[What you have to do]: Nothing but the lines from the one with "position:absolute; right:15px; top:15px;" down to the one with "position:absolute; left:804px; top:15px;" should be returned, exactly and with both ends included, from the material below.
+++++
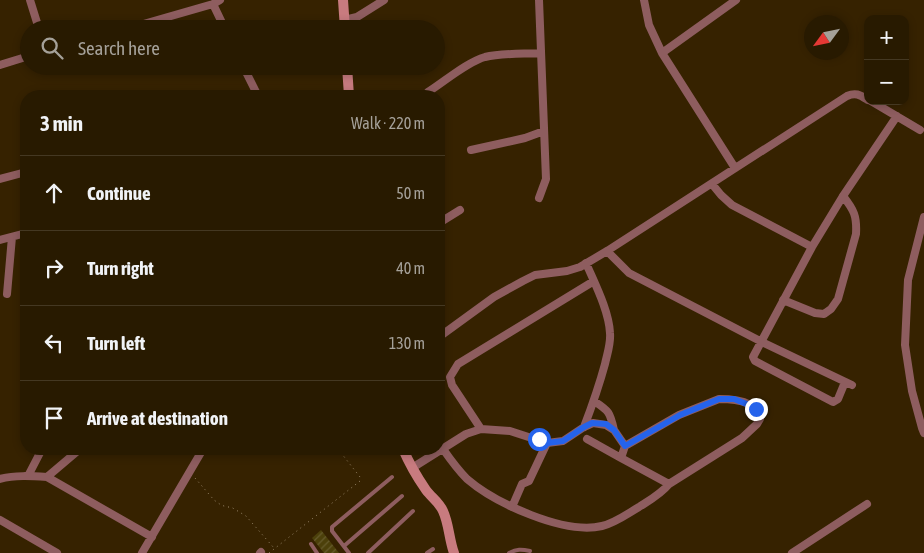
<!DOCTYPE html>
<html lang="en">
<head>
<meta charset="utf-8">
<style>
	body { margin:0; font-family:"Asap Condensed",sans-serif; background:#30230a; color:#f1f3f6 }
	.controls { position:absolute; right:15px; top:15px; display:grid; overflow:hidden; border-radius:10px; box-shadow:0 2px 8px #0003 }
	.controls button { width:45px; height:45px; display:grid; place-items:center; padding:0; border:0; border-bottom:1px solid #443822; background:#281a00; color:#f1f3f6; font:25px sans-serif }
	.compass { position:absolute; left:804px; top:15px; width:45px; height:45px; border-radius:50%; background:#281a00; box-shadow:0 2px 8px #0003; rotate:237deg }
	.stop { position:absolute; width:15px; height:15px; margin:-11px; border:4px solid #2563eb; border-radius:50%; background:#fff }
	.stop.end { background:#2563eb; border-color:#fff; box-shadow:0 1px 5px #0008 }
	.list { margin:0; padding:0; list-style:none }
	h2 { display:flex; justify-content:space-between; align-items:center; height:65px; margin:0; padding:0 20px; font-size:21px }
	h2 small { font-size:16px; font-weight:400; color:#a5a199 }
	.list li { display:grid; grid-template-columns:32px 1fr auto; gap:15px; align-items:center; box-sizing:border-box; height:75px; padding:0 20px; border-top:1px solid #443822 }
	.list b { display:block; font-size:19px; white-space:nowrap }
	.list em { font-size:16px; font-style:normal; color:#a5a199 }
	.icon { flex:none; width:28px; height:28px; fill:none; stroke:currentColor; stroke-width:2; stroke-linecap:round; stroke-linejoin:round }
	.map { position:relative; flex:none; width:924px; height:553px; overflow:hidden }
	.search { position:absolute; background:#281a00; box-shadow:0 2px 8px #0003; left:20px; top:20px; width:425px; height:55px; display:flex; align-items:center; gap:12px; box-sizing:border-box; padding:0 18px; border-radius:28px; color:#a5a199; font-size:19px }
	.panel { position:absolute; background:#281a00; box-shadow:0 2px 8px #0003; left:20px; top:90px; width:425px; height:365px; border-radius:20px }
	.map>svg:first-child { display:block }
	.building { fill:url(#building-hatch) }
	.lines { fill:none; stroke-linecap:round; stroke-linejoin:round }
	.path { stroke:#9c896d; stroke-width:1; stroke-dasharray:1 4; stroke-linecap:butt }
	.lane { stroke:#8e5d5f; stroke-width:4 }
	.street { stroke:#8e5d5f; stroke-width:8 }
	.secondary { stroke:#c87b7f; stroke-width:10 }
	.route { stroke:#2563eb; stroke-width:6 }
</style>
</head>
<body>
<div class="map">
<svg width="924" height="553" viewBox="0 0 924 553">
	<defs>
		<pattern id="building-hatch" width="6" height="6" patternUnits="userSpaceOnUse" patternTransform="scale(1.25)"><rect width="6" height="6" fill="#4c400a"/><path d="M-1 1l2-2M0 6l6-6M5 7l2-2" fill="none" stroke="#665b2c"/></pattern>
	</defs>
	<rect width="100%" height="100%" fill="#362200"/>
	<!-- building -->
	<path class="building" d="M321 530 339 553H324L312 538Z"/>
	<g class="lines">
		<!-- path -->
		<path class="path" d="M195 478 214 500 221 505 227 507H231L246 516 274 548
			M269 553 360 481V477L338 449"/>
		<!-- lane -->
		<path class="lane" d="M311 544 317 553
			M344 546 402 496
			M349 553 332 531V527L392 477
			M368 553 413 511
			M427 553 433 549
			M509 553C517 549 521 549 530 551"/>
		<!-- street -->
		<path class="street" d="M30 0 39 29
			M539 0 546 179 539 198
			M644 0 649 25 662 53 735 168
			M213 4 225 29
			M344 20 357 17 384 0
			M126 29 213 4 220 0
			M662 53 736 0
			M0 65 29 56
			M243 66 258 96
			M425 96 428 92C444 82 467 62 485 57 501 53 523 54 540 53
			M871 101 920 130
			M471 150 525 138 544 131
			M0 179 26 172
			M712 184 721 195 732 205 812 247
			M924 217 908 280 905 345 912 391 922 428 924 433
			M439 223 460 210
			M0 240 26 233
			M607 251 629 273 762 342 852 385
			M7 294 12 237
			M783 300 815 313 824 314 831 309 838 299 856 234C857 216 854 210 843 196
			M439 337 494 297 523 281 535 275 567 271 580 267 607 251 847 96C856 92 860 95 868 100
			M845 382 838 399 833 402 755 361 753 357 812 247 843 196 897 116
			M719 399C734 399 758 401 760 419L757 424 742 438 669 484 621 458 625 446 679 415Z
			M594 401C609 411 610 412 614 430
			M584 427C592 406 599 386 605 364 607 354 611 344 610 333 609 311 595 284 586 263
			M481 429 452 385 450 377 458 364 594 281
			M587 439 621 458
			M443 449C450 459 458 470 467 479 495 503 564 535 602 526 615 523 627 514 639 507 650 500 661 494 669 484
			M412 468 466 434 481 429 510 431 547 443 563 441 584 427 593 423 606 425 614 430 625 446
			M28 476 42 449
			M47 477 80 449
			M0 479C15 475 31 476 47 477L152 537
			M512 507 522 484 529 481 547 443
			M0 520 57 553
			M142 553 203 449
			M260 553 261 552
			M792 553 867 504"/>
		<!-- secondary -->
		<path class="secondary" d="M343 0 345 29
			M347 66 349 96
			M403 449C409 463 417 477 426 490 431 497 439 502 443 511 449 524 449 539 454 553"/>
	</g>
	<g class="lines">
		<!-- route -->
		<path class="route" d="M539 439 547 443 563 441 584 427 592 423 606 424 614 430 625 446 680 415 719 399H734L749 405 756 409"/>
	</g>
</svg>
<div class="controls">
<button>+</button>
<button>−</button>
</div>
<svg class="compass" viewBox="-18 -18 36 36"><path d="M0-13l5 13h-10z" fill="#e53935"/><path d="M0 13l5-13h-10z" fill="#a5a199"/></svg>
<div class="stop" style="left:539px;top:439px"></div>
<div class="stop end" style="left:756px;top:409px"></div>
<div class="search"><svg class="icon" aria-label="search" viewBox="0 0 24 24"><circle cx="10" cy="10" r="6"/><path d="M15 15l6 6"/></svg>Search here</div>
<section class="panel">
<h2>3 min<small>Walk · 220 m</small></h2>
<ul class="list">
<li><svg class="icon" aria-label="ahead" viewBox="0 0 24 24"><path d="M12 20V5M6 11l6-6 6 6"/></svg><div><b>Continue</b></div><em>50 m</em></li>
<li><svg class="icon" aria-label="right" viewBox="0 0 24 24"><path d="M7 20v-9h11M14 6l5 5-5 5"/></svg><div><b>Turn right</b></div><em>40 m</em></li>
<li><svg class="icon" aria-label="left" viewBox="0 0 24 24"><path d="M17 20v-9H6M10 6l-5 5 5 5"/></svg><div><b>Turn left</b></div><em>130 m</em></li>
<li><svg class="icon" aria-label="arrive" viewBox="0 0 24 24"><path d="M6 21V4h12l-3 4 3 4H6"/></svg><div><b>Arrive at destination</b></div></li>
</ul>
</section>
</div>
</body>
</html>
+++++
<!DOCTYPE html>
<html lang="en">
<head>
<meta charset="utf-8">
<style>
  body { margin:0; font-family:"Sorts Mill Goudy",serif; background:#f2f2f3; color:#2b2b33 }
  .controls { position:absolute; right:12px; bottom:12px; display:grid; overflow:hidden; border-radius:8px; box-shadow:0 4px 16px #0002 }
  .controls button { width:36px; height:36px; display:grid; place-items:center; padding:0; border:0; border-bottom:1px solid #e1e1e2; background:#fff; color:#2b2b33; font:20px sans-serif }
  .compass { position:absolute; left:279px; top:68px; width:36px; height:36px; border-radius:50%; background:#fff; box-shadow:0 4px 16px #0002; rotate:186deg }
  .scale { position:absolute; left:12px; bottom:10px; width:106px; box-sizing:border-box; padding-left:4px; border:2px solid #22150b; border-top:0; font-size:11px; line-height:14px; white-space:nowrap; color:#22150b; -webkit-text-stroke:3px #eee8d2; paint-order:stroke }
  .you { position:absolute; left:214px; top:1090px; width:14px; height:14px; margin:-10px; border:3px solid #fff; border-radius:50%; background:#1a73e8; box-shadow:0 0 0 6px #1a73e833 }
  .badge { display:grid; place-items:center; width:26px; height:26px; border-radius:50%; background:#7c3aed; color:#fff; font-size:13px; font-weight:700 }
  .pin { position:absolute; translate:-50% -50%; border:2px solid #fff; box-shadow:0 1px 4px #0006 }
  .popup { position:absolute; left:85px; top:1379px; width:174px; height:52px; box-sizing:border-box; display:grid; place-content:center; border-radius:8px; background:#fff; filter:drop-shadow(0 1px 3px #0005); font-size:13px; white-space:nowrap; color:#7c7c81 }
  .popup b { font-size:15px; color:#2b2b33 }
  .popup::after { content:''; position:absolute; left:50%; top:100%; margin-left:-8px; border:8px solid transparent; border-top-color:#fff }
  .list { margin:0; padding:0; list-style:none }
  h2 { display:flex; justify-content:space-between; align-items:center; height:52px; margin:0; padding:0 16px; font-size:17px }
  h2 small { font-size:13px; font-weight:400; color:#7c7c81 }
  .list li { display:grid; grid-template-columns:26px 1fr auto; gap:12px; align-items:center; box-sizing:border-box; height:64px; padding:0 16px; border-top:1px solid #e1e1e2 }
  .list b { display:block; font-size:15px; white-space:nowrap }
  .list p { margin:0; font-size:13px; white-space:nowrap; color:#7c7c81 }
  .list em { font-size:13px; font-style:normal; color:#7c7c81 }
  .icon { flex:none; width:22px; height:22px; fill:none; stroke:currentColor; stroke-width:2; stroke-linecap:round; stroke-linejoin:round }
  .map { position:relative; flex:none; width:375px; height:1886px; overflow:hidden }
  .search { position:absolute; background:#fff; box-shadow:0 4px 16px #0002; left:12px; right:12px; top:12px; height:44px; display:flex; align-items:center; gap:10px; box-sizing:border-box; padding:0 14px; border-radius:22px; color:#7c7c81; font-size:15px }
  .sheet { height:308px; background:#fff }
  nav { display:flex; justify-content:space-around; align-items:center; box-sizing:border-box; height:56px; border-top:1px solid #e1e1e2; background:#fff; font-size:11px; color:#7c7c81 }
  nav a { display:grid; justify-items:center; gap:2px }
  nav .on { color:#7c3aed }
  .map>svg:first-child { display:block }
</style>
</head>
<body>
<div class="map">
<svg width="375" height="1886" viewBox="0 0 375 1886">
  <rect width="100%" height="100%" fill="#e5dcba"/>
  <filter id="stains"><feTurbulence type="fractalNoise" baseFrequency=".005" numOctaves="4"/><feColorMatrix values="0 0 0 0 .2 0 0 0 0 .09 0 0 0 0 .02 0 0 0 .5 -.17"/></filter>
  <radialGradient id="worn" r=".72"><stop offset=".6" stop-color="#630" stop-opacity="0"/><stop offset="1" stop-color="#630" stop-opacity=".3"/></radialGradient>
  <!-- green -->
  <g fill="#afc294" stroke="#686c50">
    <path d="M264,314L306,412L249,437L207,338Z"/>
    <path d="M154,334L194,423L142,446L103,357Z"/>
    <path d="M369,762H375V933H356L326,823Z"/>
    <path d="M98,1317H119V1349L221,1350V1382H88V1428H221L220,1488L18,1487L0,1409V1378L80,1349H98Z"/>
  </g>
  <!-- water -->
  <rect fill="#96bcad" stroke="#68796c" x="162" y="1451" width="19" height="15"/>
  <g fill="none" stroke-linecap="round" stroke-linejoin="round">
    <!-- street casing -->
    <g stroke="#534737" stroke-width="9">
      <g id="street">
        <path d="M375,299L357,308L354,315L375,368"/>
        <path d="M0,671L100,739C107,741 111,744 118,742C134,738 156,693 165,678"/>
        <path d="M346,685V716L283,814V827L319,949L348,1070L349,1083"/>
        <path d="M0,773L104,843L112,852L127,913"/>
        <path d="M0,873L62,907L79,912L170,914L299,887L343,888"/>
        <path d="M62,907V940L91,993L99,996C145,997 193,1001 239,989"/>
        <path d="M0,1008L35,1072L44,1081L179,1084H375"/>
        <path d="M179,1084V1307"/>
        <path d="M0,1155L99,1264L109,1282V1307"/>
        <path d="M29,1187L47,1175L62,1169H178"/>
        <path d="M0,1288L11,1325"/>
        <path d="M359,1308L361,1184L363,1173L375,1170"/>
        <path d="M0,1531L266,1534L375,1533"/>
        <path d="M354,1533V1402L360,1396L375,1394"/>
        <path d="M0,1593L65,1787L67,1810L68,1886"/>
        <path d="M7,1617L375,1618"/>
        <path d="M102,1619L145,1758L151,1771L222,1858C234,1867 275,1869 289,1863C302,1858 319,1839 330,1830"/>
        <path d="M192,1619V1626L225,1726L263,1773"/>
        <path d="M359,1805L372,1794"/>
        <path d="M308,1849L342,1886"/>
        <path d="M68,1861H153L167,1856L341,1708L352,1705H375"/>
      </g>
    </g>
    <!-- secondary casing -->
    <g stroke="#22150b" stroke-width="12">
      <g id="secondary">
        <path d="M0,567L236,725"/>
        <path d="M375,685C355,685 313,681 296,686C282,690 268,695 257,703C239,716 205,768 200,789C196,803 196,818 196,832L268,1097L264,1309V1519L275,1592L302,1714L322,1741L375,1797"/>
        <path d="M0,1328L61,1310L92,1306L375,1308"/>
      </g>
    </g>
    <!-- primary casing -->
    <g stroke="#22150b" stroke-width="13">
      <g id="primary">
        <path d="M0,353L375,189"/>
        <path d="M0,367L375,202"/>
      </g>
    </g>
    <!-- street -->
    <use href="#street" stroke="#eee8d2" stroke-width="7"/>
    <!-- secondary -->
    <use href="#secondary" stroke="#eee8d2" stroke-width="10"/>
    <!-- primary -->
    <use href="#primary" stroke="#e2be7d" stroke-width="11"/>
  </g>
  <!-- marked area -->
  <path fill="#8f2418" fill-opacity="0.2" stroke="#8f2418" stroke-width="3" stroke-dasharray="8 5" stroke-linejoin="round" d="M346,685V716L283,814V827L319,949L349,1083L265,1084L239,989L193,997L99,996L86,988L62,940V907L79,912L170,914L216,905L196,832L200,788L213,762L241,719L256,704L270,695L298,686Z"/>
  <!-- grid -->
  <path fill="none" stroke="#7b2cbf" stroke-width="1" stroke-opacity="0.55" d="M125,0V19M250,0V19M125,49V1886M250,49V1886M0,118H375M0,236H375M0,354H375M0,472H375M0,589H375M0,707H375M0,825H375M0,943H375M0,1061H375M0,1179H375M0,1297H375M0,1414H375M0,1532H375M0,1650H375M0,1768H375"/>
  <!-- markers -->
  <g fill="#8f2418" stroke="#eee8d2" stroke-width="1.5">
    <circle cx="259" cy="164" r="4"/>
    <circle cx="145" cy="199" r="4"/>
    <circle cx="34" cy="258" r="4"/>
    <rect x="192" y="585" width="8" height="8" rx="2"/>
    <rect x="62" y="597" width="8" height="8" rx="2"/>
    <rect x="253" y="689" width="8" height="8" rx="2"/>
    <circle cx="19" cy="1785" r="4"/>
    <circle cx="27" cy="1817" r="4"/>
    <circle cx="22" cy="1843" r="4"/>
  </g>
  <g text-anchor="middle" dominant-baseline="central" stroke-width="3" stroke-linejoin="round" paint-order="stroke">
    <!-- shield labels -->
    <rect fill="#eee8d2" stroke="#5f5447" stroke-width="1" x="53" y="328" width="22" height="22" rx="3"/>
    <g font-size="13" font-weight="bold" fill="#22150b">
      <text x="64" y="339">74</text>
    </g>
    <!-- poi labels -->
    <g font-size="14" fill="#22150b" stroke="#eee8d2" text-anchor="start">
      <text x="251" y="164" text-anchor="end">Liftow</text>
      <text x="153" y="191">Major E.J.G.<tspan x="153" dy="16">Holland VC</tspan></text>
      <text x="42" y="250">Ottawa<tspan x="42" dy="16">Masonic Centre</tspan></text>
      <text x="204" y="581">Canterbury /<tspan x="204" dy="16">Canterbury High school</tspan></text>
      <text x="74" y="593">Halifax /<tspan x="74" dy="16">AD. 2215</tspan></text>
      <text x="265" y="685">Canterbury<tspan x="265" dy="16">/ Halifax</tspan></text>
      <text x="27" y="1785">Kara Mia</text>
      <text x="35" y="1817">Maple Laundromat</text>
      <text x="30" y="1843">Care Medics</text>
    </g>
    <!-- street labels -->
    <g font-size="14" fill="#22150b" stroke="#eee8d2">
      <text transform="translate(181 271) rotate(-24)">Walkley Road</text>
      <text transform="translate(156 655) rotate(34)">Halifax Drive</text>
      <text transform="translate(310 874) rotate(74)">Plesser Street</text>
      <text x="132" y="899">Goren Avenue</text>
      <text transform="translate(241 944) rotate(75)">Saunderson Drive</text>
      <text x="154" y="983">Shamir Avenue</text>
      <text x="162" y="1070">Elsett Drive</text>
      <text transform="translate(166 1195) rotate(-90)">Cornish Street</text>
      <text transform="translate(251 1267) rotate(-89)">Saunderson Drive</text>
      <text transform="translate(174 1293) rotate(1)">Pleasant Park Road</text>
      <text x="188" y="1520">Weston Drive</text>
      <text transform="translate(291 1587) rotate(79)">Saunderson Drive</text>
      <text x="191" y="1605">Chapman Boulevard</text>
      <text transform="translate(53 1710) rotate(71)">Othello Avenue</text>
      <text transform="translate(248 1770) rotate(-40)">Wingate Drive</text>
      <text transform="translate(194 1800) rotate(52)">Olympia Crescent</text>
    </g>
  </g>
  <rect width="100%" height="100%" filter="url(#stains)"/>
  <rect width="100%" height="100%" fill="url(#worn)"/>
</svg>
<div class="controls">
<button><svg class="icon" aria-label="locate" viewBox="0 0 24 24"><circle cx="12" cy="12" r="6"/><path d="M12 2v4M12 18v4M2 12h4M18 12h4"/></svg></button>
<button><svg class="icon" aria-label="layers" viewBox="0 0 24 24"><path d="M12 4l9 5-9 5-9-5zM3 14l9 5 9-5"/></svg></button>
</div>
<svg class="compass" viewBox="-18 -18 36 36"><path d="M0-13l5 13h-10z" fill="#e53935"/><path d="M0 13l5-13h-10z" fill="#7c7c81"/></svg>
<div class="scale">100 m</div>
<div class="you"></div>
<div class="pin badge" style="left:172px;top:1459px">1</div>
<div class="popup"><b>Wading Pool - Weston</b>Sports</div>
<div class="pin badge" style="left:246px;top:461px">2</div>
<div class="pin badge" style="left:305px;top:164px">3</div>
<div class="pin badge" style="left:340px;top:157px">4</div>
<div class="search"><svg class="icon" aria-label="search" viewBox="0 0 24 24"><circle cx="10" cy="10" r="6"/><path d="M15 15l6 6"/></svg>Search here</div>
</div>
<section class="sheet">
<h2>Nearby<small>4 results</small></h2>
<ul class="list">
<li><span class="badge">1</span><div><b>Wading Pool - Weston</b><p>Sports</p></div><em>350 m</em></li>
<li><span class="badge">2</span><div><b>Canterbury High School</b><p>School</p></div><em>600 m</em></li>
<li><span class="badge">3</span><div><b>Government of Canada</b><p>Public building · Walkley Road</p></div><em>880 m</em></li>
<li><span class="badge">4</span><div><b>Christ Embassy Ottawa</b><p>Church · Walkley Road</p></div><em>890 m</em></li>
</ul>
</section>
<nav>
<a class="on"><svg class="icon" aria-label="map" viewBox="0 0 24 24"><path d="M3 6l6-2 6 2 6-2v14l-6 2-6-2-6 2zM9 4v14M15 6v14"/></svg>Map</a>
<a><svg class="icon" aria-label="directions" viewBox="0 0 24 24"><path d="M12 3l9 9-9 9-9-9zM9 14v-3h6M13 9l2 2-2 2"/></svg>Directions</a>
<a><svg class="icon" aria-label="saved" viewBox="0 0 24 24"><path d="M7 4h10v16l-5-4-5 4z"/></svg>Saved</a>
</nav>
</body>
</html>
+++++
[Written response]:
	.controls { position:absolute; right:15px; top:15px; display:grid; overflow:hidden; border-radius:10px; box-shadow:0 2px 8px #0003 }
	.controls button { width:45px; height:45px; display:grid; place-items:center; padding:0; border:0; border-bottom:1px solid #443822; background:#281a00; color:#f1f3f6; font:25px sans-serif }
	.compass { position:absolute; left:804px; top:15px; width:45px; height:45px; border-radius:50%; background:#281a00; box-shadow:0 2px 8px #0003; rotate:237deg }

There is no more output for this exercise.